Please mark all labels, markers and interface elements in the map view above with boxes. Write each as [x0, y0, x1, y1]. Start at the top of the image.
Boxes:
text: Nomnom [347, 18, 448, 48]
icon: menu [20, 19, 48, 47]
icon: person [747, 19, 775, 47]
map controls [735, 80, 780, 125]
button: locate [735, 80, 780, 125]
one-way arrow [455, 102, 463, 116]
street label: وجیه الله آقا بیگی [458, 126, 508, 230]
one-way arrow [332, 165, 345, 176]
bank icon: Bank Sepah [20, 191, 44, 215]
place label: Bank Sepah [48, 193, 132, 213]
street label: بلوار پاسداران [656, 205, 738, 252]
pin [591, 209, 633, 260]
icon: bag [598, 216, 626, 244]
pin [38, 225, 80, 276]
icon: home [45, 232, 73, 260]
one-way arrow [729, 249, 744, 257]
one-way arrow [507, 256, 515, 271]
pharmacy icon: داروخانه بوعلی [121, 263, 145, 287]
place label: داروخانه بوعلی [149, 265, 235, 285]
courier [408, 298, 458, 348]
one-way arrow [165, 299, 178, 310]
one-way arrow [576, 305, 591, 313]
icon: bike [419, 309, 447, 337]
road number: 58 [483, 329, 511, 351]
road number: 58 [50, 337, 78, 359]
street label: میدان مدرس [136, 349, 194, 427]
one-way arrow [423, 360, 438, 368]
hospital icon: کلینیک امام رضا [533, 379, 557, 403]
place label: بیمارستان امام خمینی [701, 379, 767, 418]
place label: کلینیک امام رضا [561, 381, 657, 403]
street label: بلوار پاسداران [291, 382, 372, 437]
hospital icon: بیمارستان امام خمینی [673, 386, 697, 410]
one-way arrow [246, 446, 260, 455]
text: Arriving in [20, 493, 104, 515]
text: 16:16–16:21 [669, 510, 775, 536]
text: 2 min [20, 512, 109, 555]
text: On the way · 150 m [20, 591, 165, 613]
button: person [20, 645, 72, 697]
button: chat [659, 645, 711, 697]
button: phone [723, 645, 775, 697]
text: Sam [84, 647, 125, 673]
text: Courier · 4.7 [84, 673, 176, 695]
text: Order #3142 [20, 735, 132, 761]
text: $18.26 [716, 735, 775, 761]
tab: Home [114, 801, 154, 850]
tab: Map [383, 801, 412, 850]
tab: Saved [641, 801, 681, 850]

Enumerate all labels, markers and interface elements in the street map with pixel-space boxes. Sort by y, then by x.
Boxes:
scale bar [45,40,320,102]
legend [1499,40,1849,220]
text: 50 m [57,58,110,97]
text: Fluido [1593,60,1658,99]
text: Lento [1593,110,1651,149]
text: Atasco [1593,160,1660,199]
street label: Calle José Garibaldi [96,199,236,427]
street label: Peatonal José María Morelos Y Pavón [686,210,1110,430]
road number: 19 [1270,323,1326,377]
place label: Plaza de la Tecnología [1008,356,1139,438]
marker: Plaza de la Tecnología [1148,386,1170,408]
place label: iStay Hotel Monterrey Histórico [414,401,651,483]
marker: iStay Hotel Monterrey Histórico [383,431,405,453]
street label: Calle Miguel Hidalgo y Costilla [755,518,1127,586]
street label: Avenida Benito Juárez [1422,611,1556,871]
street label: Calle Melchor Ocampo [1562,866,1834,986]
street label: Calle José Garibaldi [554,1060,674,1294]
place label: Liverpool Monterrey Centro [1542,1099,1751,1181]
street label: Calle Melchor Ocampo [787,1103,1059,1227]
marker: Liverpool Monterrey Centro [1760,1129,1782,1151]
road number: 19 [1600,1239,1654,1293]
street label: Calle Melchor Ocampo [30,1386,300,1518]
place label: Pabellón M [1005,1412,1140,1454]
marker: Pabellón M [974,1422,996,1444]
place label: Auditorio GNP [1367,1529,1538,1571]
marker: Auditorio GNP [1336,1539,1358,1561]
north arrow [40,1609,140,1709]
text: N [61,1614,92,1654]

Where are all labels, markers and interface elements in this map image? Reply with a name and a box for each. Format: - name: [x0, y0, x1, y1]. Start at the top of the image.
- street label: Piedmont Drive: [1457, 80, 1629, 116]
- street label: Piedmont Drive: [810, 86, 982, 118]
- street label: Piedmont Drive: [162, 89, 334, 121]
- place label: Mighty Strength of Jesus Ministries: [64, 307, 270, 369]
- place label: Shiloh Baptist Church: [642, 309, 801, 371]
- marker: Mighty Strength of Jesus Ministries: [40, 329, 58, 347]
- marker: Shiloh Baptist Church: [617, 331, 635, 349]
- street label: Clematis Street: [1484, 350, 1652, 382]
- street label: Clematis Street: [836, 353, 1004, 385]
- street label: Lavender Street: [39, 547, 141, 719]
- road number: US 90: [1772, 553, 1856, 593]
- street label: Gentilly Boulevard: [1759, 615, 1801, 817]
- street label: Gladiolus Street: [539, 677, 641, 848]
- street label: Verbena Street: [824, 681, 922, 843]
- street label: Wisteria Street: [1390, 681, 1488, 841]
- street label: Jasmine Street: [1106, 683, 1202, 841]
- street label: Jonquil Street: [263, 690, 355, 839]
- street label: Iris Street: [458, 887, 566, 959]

++++

■ **Work to complete**: Sift through the entries and copy every line with "داروخانه".

■ **Exercise answer**:
pharmacy icon: داروخانه بوعلی [121, 263, 145, 287]
place label: داروخانه بوعلی [149, 265, 235, 285]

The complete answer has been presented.